On Tuesday, the company will report results for its second quarter, and investors will be watching closely to see if the company can continue its momentum after a strong start to the year. The stock, trading at around $43, is up 25% so far this year.
Given the early struggles that Microsoft experienced with its Office 360 subscription, analysts had doubts that Adobe would make its transition as well as it has.
Microsoft was looking for a cloud-based subscription model to save on distribution costs and make it easier for users to update their software. Likewise, Adobe saw this conversion as inevitable. The only question was how long the transition would take.
Not only have customers responded favorably to the subscription model, but management's acrobatic moves have brought new life to Adobe's Creative Suite franchise, which added 153,000 Creative Cloud service customers in the first quarter.
Investors want to know if this streak can continue or is it time to cash in. I don't believe that Adobe has been just lucky -- not when the level of execution has been this consistent. The company had a great start to 2013 as it reported first-quarter revenue that beat estimates for the second consecutive quarter. That was during a period when other software companies were missing estimates and lowering their outlooks.

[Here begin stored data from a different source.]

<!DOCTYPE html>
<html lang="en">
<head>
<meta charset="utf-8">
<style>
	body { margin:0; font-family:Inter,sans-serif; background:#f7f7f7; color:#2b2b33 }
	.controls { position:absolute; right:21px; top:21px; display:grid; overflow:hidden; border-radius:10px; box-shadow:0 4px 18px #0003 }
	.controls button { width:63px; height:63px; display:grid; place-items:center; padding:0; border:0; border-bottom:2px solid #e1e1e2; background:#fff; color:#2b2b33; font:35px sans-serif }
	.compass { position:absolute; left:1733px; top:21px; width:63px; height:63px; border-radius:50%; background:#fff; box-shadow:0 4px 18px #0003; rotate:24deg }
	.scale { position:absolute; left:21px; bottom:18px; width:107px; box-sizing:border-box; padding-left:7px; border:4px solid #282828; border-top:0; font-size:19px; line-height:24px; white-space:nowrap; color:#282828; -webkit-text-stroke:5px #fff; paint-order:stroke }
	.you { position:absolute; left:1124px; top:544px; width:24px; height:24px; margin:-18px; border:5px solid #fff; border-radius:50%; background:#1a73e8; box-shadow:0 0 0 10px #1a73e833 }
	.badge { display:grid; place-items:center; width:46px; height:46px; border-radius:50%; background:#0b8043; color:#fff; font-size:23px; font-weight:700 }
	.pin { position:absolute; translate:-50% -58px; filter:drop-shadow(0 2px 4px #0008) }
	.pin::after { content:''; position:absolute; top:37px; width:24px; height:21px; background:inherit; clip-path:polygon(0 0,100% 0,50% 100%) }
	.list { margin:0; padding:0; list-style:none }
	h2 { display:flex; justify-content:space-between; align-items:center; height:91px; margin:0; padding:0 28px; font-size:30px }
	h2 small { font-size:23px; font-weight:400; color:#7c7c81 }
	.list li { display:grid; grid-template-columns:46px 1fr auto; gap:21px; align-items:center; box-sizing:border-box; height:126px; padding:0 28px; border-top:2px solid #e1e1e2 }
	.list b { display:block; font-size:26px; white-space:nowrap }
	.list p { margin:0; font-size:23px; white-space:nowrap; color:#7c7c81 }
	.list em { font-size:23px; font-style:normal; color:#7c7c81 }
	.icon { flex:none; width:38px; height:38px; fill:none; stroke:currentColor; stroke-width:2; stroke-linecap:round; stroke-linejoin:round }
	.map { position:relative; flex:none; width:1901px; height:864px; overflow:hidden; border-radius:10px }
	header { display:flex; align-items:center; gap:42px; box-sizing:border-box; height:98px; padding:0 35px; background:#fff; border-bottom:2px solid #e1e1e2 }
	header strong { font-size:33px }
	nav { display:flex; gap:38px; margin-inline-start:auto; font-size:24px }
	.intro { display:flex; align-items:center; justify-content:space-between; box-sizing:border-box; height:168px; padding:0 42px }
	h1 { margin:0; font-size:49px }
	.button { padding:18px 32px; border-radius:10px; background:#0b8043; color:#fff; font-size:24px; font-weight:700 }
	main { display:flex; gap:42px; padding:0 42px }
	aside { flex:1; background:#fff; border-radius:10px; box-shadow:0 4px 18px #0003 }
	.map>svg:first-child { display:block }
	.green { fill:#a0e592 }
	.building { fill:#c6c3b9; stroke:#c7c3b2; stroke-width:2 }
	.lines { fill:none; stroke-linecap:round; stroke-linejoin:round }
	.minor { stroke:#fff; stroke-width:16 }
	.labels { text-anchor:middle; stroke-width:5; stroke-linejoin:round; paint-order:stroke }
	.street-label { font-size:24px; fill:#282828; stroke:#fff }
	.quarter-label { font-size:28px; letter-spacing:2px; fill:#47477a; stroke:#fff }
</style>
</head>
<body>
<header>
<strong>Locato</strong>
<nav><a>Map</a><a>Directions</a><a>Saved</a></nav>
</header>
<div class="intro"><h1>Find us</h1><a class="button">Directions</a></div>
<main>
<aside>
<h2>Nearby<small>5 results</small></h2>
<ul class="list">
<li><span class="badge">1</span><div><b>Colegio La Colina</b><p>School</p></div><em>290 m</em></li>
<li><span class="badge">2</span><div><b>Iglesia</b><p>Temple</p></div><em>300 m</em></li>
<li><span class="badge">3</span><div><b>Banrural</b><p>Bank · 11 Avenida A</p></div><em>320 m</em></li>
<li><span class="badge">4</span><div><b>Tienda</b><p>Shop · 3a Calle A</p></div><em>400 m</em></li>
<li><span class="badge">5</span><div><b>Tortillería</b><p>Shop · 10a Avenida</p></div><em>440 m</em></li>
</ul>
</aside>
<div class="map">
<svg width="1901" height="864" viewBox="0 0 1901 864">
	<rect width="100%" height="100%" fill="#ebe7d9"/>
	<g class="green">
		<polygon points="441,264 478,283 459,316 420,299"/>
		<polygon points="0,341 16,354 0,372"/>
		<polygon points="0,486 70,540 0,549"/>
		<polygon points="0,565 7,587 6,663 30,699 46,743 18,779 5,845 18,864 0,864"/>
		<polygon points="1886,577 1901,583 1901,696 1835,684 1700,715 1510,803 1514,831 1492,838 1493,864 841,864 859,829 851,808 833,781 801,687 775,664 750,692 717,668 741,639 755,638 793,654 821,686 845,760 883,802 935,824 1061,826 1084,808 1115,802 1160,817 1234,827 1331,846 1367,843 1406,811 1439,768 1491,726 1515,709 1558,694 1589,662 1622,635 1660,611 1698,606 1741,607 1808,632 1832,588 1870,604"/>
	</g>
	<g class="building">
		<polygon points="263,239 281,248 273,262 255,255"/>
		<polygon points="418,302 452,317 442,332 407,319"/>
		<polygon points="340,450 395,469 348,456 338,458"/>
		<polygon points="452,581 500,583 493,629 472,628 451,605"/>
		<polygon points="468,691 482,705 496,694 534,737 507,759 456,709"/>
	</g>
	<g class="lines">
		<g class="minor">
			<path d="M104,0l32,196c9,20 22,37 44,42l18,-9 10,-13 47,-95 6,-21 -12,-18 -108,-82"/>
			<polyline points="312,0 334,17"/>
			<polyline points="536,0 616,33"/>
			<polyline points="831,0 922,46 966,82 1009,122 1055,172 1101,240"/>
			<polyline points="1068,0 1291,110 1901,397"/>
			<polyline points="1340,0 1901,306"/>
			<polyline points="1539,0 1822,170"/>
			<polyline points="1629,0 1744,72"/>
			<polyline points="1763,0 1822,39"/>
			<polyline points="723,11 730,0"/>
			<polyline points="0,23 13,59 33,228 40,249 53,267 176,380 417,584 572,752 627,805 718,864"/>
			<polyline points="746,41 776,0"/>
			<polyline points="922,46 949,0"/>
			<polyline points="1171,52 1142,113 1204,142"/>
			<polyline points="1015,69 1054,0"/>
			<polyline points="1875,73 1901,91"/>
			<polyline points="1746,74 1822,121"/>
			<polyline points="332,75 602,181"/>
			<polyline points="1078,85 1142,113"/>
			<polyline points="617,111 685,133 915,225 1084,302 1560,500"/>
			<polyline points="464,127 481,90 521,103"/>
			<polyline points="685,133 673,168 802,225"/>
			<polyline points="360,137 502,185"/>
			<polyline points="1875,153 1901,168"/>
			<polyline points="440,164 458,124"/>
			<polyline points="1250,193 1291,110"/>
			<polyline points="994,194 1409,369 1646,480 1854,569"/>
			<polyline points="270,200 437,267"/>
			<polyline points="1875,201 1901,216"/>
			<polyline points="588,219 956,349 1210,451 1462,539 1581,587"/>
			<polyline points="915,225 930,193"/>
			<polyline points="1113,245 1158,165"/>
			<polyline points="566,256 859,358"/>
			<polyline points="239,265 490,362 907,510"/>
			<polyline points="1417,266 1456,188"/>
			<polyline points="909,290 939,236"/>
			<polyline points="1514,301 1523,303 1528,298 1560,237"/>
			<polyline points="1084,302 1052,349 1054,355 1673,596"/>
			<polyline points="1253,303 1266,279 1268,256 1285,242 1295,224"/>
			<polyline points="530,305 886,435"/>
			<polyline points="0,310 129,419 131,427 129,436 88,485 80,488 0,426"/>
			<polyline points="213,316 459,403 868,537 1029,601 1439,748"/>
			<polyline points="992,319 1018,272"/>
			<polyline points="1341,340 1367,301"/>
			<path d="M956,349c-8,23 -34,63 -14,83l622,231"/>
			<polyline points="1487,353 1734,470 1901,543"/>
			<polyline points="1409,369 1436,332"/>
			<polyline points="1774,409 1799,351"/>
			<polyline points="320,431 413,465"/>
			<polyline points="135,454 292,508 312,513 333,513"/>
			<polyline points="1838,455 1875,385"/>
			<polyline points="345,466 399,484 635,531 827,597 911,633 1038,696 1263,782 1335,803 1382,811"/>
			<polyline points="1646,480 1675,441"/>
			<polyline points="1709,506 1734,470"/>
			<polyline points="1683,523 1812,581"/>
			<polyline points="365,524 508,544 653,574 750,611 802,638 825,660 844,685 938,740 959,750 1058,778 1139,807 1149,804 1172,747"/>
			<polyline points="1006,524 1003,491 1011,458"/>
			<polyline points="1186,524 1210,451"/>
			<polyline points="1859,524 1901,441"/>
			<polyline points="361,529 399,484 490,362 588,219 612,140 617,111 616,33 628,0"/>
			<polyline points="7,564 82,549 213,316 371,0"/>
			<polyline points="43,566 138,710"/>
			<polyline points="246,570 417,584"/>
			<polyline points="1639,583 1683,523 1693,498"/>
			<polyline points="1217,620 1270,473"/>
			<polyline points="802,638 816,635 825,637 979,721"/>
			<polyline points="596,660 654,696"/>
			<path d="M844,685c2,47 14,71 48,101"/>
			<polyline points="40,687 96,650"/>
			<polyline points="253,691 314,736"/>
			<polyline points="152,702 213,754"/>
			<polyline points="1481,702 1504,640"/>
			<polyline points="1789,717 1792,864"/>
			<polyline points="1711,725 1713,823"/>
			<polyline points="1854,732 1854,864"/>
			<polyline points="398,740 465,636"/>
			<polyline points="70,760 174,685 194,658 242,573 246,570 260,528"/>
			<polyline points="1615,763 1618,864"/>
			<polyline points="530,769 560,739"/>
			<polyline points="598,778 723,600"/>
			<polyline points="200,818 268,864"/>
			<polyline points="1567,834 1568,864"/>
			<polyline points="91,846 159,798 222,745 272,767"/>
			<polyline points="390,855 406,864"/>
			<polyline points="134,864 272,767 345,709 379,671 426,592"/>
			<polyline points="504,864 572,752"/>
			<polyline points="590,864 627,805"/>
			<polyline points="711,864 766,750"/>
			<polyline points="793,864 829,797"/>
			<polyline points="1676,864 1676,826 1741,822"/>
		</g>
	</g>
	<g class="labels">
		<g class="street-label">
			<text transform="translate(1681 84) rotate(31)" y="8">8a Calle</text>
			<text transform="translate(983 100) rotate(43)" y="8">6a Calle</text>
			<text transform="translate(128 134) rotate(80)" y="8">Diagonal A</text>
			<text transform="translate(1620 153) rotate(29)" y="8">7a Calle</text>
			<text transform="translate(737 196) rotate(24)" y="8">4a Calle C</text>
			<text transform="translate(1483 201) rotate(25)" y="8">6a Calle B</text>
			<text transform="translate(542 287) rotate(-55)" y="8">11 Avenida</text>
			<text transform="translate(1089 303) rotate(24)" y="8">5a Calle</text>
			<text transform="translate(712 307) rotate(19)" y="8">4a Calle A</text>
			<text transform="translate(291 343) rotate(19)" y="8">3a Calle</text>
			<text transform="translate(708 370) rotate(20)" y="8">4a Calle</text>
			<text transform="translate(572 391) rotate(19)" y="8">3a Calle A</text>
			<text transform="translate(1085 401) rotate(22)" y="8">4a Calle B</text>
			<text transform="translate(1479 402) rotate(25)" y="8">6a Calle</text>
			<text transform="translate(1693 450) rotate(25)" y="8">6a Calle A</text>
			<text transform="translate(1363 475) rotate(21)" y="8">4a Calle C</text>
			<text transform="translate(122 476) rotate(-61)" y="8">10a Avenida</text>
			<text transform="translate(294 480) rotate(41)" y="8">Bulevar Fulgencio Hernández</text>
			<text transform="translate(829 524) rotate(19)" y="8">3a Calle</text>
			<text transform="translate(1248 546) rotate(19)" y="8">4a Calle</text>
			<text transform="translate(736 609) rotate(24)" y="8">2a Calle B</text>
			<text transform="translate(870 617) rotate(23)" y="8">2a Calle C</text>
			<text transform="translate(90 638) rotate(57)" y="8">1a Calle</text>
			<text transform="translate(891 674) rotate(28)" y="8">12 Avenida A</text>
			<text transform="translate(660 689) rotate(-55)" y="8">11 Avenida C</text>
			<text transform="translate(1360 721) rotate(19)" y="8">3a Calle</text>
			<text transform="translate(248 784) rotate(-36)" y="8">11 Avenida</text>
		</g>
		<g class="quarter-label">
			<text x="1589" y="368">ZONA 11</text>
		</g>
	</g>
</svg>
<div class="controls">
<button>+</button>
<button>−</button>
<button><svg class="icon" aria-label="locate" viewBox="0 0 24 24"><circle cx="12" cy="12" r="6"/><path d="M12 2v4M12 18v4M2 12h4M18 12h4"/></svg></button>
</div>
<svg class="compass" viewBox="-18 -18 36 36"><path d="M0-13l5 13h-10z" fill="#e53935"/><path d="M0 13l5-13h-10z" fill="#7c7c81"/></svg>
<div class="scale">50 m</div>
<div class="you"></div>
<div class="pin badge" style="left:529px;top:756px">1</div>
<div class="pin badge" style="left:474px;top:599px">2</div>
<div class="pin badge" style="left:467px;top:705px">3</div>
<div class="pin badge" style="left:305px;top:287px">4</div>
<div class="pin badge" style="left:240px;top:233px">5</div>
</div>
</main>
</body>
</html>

Adobe's management said that the results were helped by higher subscriptions, as revenue doubled from the same quarter a year earlier. Even more impressive: profitability has remained strong during the transition.
It seems as though management discounted its own talent and appeared to be stunned by the higher rate of conversion of customers to the subscription platform.
I don't believe that Adobe's management team has gotten enough credit, nor do I believe that investors fully appreciate how rare this sort of transition is. Besides the impressive results for the first quarter, management raised its earnings and revenue estimates for the year.
On the earnings conference call, management said the company expects to reach 1.25 million paid subscribers by the end of this year. That's an aggressive target, considering that the company ended the first quarter with 479,000 subscribers. Adobe has about 2 million users on free trial.
Companies don't set goals they don't feel is really achievable. And so investors can expect roughly 775,000 additional paid subscribers by the end of the year, which amounts to roughly 260,000 per quarter. That is an important number to keep an eye on in Tuesday's earnings report.
Given the recent challenges that other software companies such as Oracle and Red Hat have experienced, investors will be eager to hear what Adobe's management says. What's more, since the first-quarter report, the company's chief technology officer, Kevin Lynch, left to join Apple .
Other questions will be answered in the second-quarter report, and so investors will learn whether the company can maintain its momentum.
In the meantime, there is no debate about the quality of Adobe's management team and the direction it is taking this company. I still rate the stock a strong buy and expect shares to reach $50 in the second half of the year.
At the time of publication, the author was long AAPL and held no position in the other stocks mentioned.